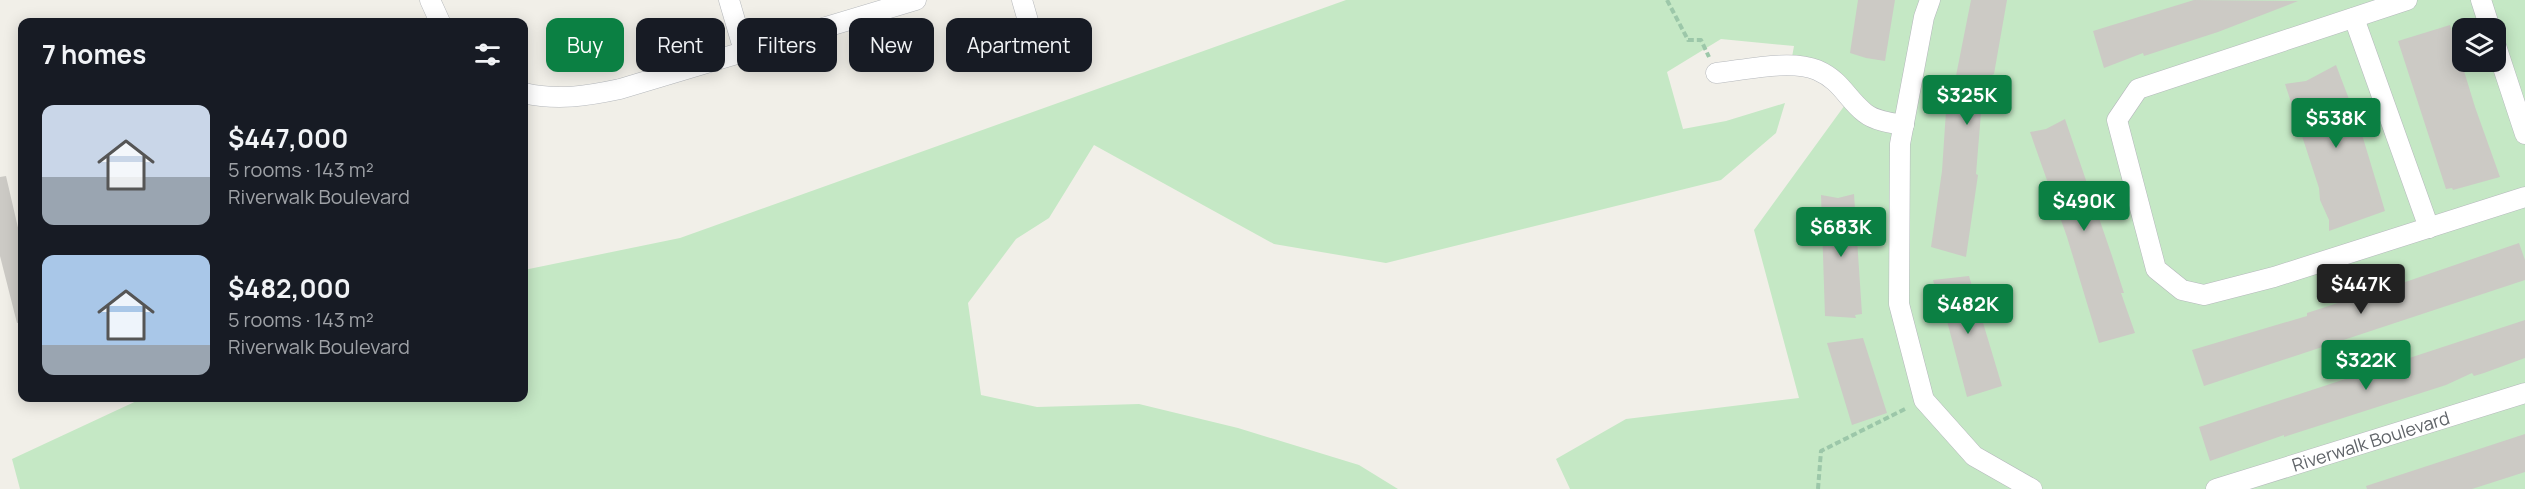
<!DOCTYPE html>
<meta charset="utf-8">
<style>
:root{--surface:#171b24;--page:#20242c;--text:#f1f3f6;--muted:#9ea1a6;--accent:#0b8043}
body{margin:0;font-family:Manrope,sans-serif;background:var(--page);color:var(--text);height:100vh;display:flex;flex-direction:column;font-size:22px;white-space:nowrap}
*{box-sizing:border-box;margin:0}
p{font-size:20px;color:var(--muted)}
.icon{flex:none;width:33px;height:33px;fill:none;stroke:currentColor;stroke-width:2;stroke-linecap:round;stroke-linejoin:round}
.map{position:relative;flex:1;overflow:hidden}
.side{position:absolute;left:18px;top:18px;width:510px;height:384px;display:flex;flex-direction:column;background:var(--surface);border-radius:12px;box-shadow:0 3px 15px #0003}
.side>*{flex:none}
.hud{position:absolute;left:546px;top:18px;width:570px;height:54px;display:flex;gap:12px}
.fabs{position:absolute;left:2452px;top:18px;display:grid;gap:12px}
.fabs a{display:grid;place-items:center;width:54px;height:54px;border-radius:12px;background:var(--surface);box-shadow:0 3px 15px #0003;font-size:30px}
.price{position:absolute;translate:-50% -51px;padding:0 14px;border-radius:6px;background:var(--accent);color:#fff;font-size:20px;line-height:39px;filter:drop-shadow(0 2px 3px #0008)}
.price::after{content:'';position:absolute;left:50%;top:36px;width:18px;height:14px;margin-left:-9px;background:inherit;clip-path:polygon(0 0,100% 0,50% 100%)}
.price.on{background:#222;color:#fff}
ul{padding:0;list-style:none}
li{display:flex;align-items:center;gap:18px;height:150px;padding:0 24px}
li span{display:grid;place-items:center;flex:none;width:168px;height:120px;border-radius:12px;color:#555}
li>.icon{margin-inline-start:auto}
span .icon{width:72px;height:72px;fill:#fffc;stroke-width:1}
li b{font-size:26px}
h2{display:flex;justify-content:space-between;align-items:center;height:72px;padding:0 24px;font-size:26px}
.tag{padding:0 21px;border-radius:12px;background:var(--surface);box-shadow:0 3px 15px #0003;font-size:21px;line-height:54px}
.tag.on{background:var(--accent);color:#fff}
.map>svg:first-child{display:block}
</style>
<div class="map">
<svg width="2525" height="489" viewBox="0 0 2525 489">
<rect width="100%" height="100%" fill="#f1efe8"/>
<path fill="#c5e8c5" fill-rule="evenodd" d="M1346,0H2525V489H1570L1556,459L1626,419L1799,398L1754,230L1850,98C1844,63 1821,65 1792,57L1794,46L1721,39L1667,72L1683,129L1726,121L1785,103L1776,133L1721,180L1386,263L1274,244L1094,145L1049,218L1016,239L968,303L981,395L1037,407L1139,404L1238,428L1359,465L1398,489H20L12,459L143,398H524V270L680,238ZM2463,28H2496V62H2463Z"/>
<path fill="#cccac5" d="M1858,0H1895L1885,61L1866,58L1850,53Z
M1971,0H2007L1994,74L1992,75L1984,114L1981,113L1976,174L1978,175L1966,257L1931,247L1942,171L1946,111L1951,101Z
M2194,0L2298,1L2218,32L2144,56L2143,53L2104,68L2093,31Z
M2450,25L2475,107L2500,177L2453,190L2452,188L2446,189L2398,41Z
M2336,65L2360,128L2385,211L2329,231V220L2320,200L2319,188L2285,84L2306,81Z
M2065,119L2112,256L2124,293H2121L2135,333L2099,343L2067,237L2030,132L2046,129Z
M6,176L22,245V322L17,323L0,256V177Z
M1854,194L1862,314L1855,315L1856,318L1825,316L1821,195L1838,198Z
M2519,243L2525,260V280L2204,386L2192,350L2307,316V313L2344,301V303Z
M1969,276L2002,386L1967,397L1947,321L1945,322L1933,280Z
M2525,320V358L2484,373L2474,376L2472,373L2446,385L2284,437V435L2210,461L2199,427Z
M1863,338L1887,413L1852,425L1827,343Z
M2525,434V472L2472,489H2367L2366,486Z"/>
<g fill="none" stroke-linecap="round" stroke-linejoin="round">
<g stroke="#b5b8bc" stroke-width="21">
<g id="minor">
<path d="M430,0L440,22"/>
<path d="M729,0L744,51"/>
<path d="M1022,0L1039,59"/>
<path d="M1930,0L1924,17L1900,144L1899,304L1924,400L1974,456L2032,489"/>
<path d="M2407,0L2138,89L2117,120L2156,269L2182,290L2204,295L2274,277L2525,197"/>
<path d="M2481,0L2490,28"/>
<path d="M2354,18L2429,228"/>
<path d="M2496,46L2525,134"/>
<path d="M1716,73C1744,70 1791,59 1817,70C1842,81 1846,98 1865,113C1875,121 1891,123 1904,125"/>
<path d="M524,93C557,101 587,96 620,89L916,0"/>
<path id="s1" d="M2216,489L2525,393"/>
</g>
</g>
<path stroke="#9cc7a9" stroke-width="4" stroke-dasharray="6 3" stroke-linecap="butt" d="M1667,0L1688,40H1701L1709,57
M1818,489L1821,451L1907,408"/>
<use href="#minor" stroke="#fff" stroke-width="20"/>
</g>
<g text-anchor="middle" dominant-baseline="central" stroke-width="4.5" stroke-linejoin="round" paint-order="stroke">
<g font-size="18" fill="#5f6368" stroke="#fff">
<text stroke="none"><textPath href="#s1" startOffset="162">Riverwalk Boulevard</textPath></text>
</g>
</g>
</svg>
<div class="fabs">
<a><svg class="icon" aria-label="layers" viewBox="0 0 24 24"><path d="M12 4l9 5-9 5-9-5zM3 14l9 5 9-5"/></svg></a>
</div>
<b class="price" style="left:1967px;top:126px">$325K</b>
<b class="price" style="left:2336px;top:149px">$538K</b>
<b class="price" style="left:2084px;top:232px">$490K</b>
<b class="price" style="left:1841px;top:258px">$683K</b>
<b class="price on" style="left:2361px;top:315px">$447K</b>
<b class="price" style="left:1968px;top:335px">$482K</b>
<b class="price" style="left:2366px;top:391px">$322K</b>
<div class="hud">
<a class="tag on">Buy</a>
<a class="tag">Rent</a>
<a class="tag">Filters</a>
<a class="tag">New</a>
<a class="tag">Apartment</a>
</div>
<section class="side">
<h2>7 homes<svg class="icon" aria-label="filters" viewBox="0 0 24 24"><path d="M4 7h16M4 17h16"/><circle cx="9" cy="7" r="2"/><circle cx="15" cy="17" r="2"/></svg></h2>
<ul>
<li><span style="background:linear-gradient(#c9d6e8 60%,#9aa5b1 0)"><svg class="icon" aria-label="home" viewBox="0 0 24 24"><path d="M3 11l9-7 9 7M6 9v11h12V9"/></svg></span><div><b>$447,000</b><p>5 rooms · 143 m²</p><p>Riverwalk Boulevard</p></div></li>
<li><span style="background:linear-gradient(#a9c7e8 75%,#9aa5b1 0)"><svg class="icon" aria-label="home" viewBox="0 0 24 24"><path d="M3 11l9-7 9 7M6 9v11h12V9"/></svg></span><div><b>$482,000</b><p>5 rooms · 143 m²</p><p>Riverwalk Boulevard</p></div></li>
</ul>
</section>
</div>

━━━━━━━━━━━━━━━━━━━━━━━━━━━━━━

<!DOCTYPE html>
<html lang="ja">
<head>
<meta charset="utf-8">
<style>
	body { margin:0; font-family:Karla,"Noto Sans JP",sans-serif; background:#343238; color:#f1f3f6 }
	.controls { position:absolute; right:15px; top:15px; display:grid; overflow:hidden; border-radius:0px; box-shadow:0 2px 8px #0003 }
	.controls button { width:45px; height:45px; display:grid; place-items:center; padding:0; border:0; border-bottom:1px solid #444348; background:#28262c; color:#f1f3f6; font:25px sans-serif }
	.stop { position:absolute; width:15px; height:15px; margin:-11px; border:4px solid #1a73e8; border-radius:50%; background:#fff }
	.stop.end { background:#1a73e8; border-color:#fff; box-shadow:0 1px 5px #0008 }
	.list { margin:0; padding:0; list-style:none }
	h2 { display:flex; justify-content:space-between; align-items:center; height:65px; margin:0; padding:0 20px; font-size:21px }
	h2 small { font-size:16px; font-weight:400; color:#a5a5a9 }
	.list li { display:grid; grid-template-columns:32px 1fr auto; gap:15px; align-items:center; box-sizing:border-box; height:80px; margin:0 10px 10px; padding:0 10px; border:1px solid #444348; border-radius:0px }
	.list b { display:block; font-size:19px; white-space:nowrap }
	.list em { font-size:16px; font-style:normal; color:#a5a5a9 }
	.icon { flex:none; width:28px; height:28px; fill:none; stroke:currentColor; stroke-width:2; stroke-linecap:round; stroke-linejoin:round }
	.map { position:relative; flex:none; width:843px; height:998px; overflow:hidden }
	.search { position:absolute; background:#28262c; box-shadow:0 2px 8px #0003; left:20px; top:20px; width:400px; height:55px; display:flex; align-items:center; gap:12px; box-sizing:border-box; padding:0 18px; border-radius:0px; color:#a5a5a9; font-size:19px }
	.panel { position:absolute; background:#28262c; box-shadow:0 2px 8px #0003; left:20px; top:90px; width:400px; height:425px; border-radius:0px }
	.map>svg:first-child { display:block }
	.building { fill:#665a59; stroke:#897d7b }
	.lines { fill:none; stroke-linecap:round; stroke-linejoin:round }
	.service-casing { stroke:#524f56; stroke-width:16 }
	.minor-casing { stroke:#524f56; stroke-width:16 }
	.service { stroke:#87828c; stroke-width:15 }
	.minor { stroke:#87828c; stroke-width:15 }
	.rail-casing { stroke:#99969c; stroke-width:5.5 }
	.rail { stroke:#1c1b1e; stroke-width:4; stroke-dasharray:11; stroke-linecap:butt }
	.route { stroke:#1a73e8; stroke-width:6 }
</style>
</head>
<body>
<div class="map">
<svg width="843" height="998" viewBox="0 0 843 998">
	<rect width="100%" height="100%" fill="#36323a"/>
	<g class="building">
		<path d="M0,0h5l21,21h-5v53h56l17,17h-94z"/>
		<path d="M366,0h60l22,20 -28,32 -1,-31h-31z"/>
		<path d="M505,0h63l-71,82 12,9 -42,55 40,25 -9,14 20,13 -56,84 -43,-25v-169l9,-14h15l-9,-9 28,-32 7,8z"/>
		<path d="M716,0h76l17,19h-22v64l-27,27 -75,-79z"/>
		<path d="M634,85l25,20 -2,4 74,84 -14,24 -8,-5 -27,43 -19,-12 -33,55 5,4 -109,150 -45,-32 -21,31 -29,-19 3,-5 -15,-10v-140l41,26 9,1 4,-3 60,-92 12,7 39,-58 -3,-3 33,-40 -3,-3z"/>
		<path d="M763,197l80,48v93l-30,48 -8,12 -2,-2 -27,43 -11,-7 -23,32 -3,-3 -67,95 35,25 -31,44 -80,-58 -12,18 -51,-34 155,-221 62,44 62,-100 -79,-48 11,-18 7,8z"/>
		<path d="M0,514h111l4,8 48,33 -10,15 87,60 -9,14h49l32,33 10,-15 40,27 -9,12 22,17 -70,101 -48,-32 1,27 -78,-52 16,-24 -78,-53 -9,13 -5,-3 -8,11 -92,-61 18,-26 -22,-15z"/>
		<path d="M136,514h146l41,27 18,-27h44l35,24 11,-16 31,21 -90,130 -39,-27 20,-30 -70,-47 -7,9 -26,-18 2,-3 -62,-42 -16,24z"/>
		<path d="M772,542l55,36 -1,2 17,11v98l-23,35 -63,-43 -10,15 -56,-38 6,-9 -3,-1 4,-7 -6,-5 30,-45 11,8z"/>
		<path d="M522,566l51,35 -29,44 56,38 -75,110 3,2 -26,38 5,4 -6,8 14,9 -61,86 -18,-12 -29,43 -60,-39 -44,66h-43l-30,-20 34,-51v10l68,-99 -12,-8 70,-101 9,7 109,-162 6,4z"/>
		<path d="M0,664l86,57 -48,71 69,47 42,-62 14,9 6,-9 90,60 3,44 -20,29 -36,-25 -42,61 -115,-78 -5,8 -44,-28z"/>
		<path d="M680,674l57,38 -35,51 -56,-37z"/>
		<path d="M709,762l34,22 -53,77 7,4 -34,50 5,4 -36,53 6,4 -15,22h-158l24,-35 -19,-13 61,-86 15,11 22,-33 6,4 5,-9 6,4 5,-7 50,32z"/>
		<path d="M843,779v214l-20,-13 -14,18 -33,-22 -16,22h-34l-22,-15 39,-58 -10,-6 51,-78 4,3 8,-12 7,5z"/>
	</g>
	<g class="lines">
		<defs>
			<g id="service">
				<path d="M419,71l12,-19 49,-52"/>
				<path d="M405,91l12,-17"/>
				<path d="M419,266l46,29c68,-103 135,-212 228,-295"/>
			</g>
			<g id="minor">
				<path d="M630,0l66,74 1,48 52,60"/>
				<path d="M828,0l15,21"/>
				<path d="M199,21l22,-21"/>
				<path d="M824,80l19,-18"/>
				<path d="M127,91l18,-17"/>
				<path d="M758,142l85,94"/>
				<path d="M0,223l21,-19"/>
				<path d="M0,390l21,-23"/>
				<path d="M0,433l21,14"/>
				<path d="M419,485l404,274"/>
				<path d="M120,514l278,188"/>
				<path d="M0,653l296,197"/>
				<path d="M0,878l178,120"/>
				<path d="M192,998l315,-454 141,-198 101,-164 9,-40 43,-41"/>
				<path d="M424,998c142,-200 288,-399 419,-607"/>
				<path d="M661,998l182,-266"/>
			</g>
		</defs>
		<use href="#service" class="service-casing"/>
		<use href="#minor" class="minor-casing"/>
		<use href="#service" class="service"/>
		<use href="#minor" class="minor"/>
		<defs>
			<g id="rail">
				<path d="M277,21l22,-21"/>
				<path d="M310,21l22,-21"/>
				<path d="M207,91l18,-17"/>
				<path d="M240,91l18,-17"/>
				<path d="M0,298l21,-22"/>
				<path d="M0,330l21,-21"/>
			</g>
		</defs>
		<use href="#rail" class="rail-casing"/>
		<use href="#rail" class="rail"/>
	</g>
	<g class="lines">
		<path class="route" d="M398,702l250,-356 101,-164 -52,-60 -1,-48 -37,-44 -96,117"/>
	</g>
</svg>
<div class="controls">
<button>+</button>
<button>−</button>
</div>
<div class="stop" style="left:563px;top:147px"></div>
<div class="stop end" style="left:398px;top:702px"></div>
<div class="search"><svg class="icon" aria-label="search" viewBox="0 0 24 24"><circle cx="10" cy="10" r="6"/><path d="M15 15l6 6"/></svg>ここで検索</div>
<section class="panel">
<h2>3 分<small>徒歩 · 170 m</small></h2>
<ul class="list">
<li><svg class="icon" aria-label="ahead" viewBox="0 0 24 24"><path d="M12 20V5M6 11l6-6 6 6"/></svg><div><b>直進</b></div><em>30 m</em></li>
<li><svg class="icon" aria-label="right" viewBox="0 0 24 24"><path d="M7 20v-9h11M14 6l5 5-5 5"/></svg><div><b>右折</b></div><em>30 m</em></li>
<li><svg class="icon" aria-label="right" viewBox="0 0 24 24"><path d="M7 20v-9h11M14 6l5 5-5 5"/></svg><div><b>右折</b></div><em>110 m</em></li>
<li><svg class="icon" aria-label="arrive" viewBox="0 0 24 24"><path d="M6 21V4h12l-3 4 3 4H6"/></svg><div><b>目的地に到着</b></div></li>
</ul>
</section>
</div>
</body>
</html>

━━━━━━━━━━━━━━━━━━━━━━━━━━━━━━

TASK ITEM:
Go through the listing above and find each line containing the string "white"; copy those lines.

RESULT OF THE TASK:
body{margin:0;font-family:Manrope,sans-serif;background:var(--page);color:var(--text);height:100vh;display:flex;flex-direction:column;font-size:22px;white-space:nowrap}
	.list b { display:block; font-size:19px; white-space:nowrap }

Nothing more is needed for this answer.